Right. Yeah. That’s a couple of weeks before it, but the Israelis now, yesterday I think it was they verified that this is the architect of October 7th. And that’s not an unrelated issue because what Iran is seeing now, what Hezbollah is seeing is that Israel is in serious risk of achieving its stated goals, Netanyahu achieving his stated goals of destroying Hamas completely.

The Israelis have a most wanted board. The defense minister, Gallant prominently went and crossed Deif off the board and crossed Haniyeh off the board. So, they are going down the list and just taking them out one by one, wherever they are, including in Tehran. That’s a provocation, from Iranian’s point of view, that’s a provocation to Iran as well.

Peter Rough:

After the Israelis hit the Iranian consulate in Damascus, or whatever it was, intelligence building, Iran responded with this barrage on April 13th or 14th. What should we take away from that episode that would inform our thinking on how to analyze what’s happening now?

Michael Doran:

That’s a great question, and I didn’t even feed it to you. I think that is the crucial frame for understanding everything that is going on right now because the Israelis believe, and I wholeheartedly agree with them, that their deterrence was gravely harmed by the very symbolic response that they engaged in. Iran launched the largest ballistic missile barrage at another country that any country has ever launched in the history of the world, and Israel responded by taking out an S-300 surface-to-air defense system.

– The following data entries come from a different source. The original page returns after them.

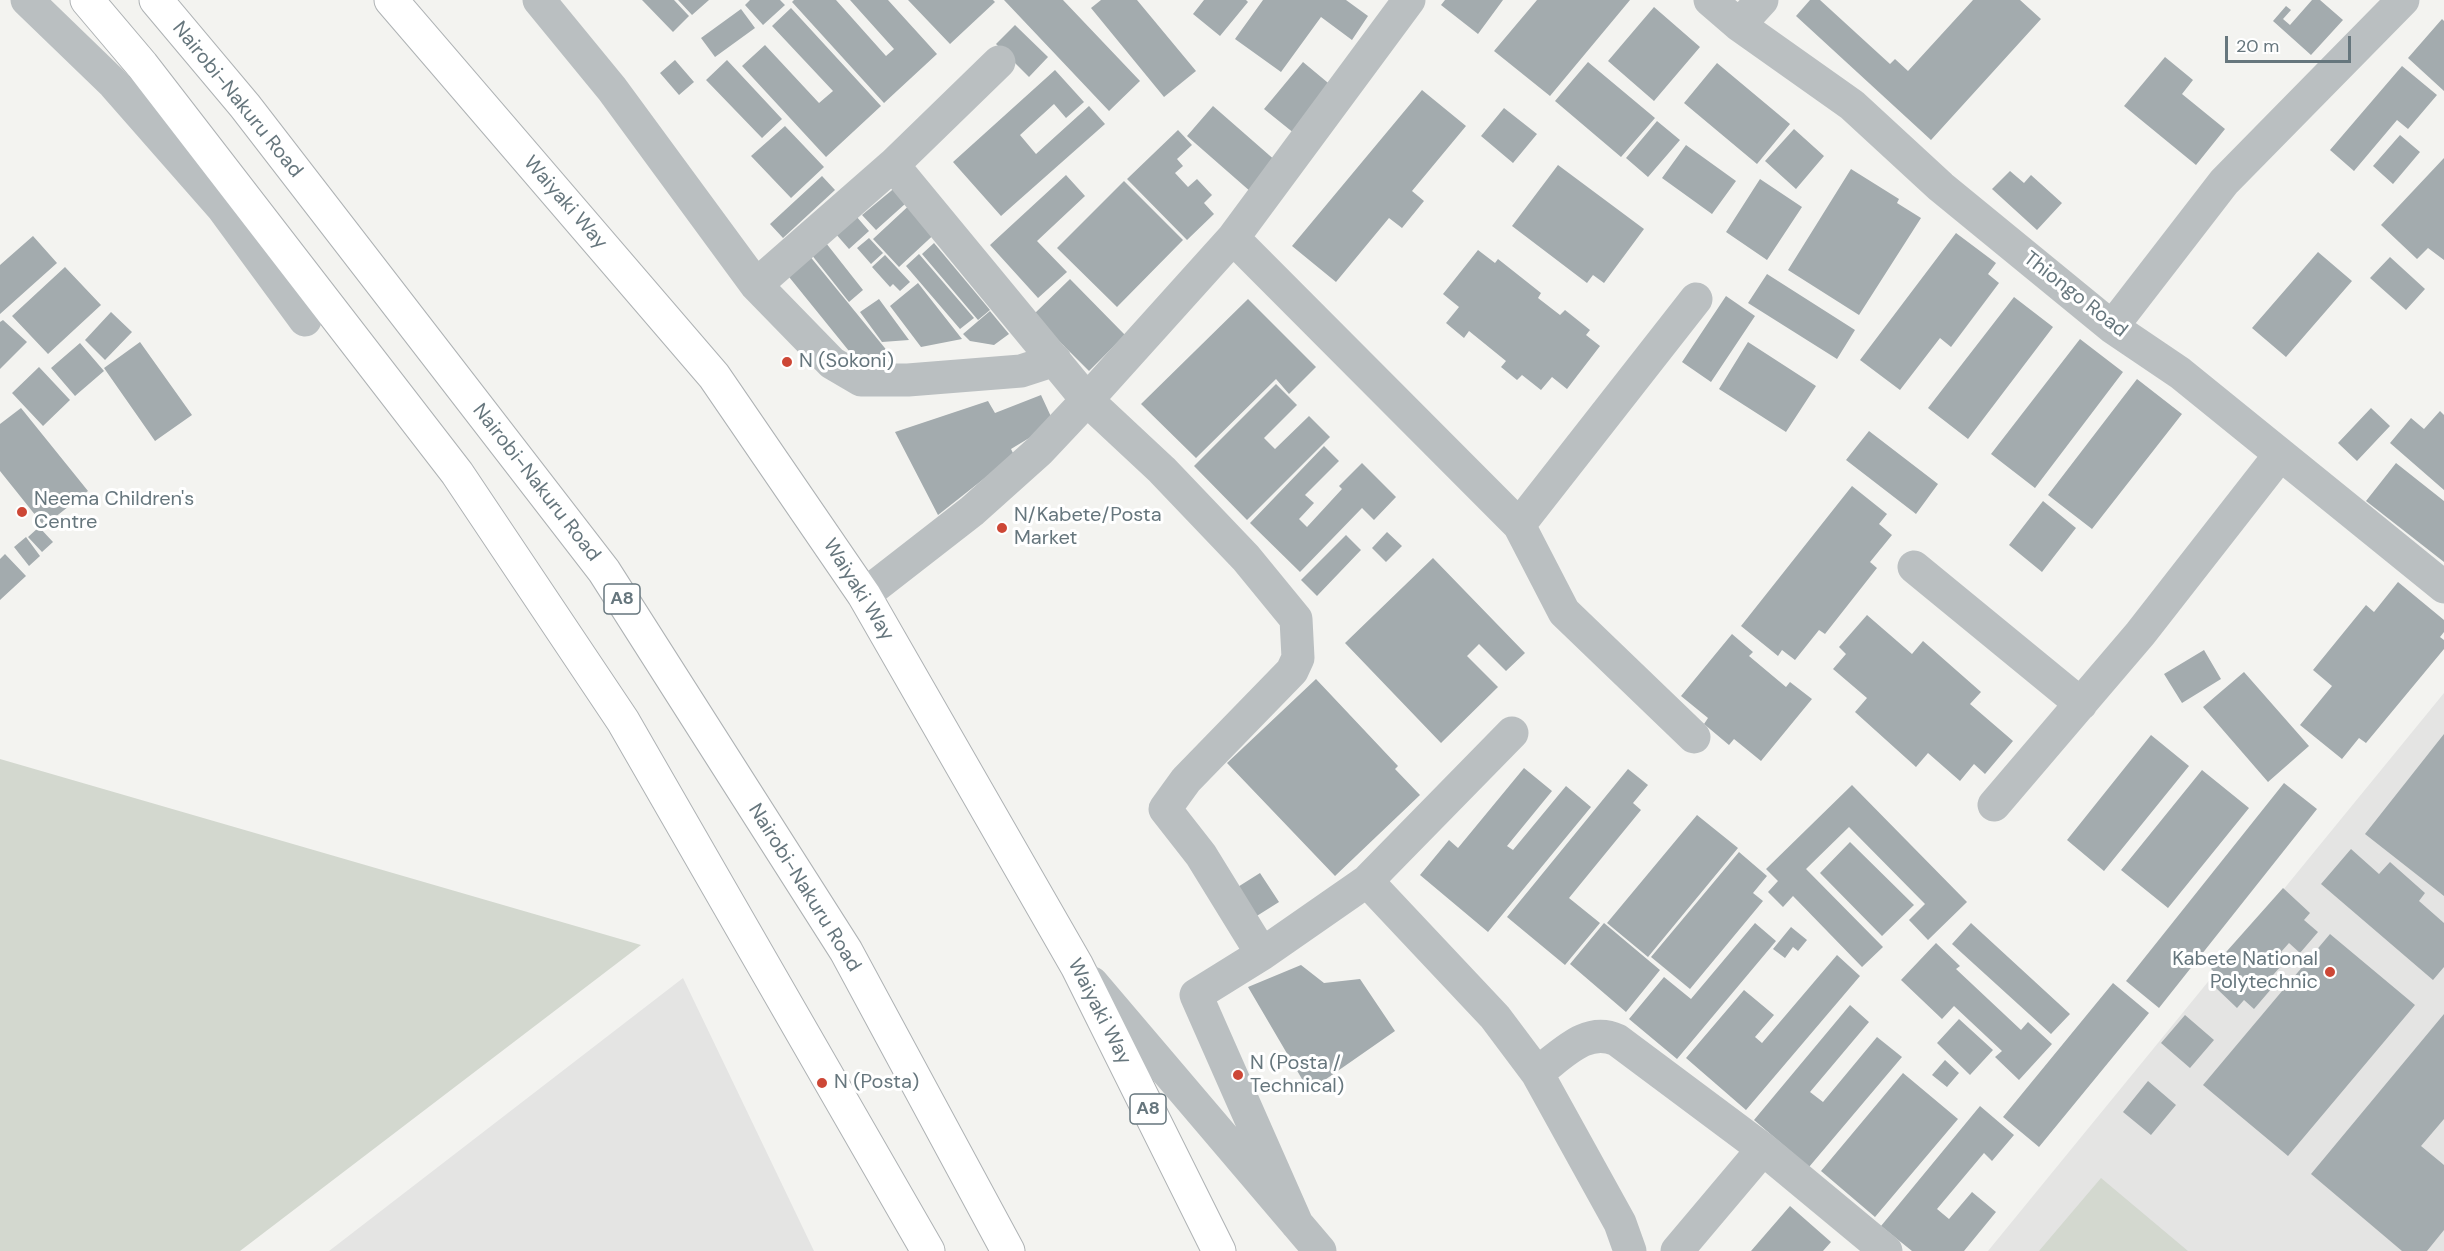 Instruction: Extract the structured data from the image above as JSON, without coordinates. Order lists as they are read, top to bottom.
{
  "streets": {
    "highway": ["Nairobi-Nakuru Road", "Waiyaki Way", "A8"],
    "street": ["Thiongo Road"]
  },
  "places": [
    "N (Sokoni)",
    "Neema Children's Centre",
    "N/Kabete/Posta Market",
    "Kabete National Polytechnic",
    "N (Posta / Technical)",
    "N (Posta)"
  ],
  "scale_bar": "20 m"
} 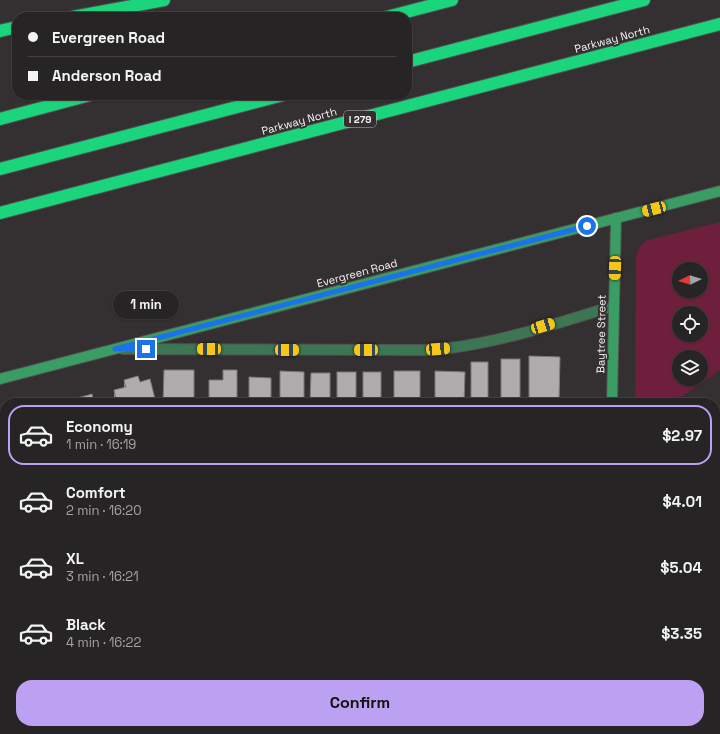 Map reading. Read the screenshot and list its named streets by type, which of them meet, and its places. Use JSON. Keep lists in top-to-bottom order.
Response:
{
  "streets": {
    "highway": ["Parkway North", "I 279"],
    "main road": ["Evergreen Road", "Baytree Street"]
  },
  "crossings": [
    ["Evergreen Road", "Baytree Street"]
  ],
  "north": "left",
  "page": {
    "banner": ["Evergreen Road", "Anderson Road"],
    "bubble": "1 min",
    "list": [
      {
        "name": "Economy",
        "note": "1 min · 16:19",
        "value": "$2.97"
      },
      {
        "name": "Comfort",
        "note": "2 min · 16:20",
        "value": "$4.01"
      },
      {
        "name": "XL",
        "note": "3 min · 16:21",
        "value": "$5.04"
      },
      {
        "name": "Black",
        "note": "4 min · 16:22",
        "value": "$3.35"
      }
    ],
    "buttons": "Confirm"
  }
}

So, in other words, Israel was able, presumably with an F-35, or we don’t know actually, I still think to this day I never heard exactly how, they either penetrated Iran’s air defenses or from Iraq launched a missile or a couple of missiles that took out this air defense system that is protecting one of the nuclear sites in Iran. So, it was a demonstration of capabilities. It was a way of saying, “Hey, if we want to, we can make your life very difficult.” But they didn’t carry out an attack, and they didn’t because the United States restrained them. Remember President Biden very . . .

Peter Rough:

Take the win.

Michael Doran:

. . . famously now, take the win. Don’t do this. And the Americans restrained the Israelis before the attack. The Israelis saw the Iranians preparing to launch this major attack, and they debated whether to take preemptive action, and Biden said, “No, don’t.” And then after the Iranians did that, he said, “Don’t” again. And the Israelis didn’t. And they feel, and I again think correctly, that the United States put them in a bear hug, their arms are tied, so that Hezbollah and Iran can just sit and slap them.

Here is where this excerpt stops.